La presidencia de Trump y las políticas que ha anunciado parecen señalar que la era en la que EE. UU. ejerció una hegemonía en el mundo, que comenzó poco antes del final de la Segunda Guerra Mundial, está a punto de terminar drásticamente por decisión ejecutiva. Esto puede producirle alegría a alguna gente, en particular al Presidente de Rusia, pero para la estabilidad mundial es un momento de gran incertidumbre.
La imagen parcialmente autocomplaciente que tenían los Estados Unidos de sí mismos a partir de 1945 era que ejercían el poder que adquirieron cuando se terminó la guerra con un alto grado de responsabilidad y en cierta medida con generosidad y disposición al sacrificio de sus intereses nacionales para asegurar un nivel tolerable de estabilidad mundial.
El profesor Charles Kindelberger definió muy bien ese papel y lo convirtió en un modelo que utilizan todavía los analistas de la política internacional para entender cómo se puede mantener orden en un sistema predispuesto al desorden, en el que cada cual persigue sus intereses. Su libro sobre la Gran Depresión (‘The World in Depression’, 1929-1939, University of California Press, Berkeley, 1973) no solamente analizó los aspectos económicos de esa grave crisis y la forma como se contagian los mercados financieros, sino la necesidad de que un país o un grupo de países poderosos que actúan en forma coordinada y consensual impongan el orden, con moderación y generosidad. Kindleberger sostuvo que ese tipo de “hegemonía benevolente” fue precisamente lo que hizo falta en 1931 y en los años que siguieron para suavizar la depresión y solucionar la crisis, porque Inglaterra ya no tenía ni los recursos ni el poder para ejercerla y se atrincheró dentro de su Commonwealth. Y los EE. UU., que sí contaban con los recursos, no quisieron asumir esa responsabilidad hasta muchos años después, cuando organizaron el Plan Marshall en Europa y lideraron la creación del FMI y el Banco Mundial.
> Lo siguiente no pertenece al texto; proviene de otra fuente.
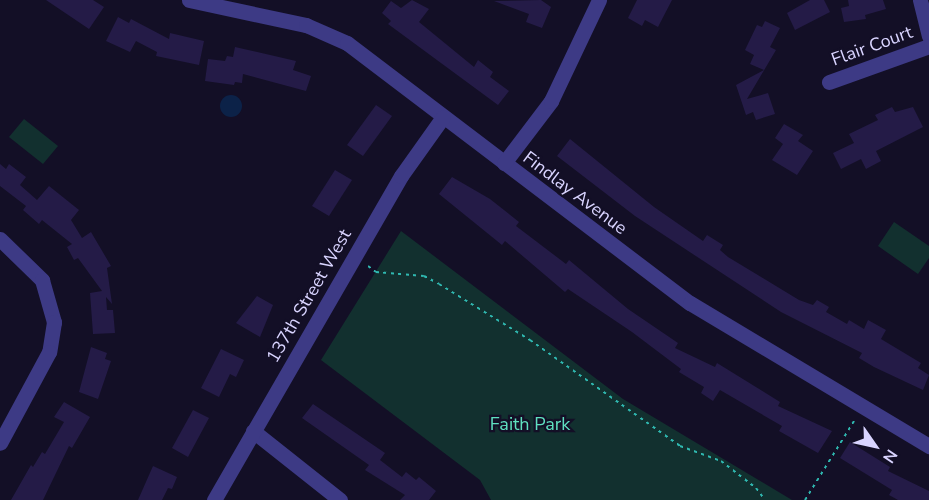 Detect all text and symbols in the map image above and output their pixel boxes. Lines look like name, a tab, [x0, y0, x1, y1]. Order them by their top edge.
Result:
street label: Flair Court	[828, 21, 916, 71]
street label: Findlay Avenue	[519, 147, 631, 239]
street label: 137th Street West	[262, 225, 356, 367]
park label: Faith Park	[490, 413, 570, 435]
north arrow	[845, 416, 905, 476]
text: N	[877, 445, 902, 467] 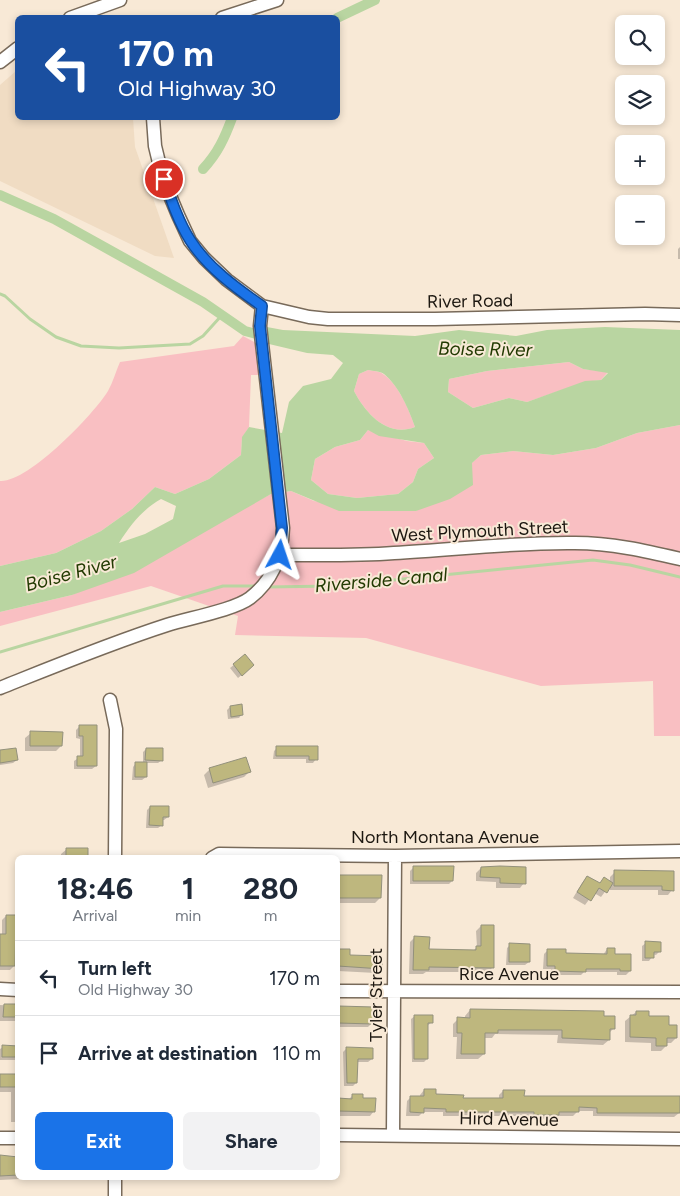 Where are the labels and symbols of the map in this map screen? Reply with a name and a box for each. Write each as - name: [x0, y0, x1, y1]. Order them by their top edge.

En ausencia de una potencia hegemónica benevolente y responsable, la tendencia es a que cada país persiga exclusivamente sus intereses, y eso para todos es una solución peor que la que existe cuando no se recurre al proteccionismo, fluye con alguna libertad el capital y existen instituciones y países que asumen la responsabilidad de ayudar a los que entran en crisis para mantener la estabilidad.
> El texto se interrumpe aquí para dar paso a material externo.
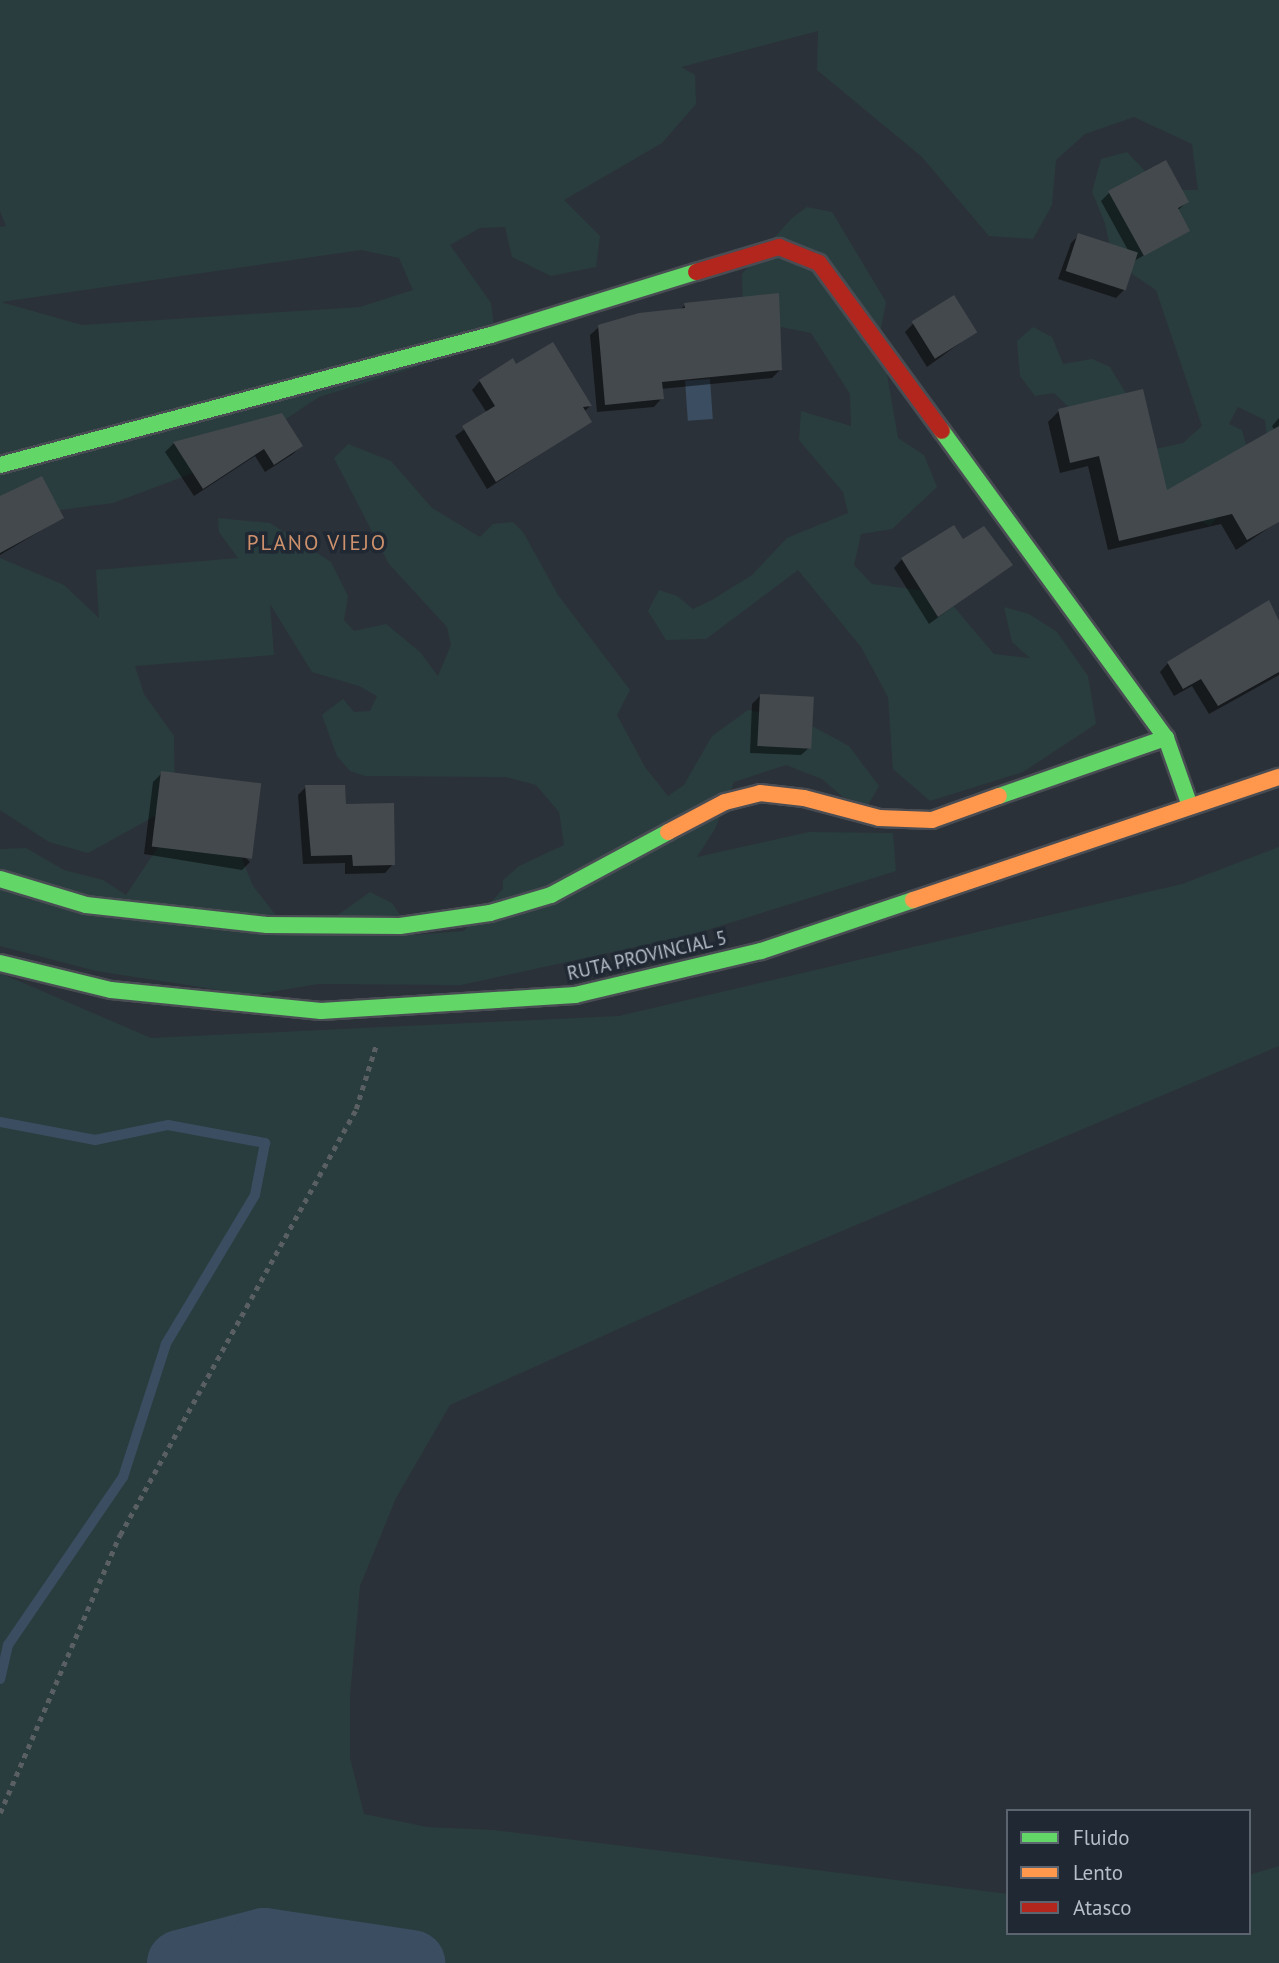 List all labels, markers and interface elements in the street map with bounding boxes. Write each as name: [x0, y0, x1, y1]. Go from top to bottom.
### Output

Hasta que surja un país o un continente que asuma esa responsabilidad, o el mundo se ponga de acuerdo en crear instituciones que cumplan esa función, lo que auguran la orientación y el talante del gobierno de Trump es el proteccionismo y el desorden mundial si sigue adelante con su idea de proteger a toda costa la producción de su país, de hacer “grandes a los Estados Unidos otra vez”, y si convence a los republicanos para que abandonen reglas que contribuyen a preservar el sistema de pesos y contrapesos de los tres poderes y sepulten a la oposición demócrata en el Congreso.
China se ha ofrecido para reemplazar a los Estados Unidos en la función de potencia hegemónica, pero su forma de gobierno no les inspira confianza a las democracias; y Europa, que posee los recursos para hacerlo, no tiene la capacidad que se requiere de actuar unificadamente, o para hacer sacrificios compartidos.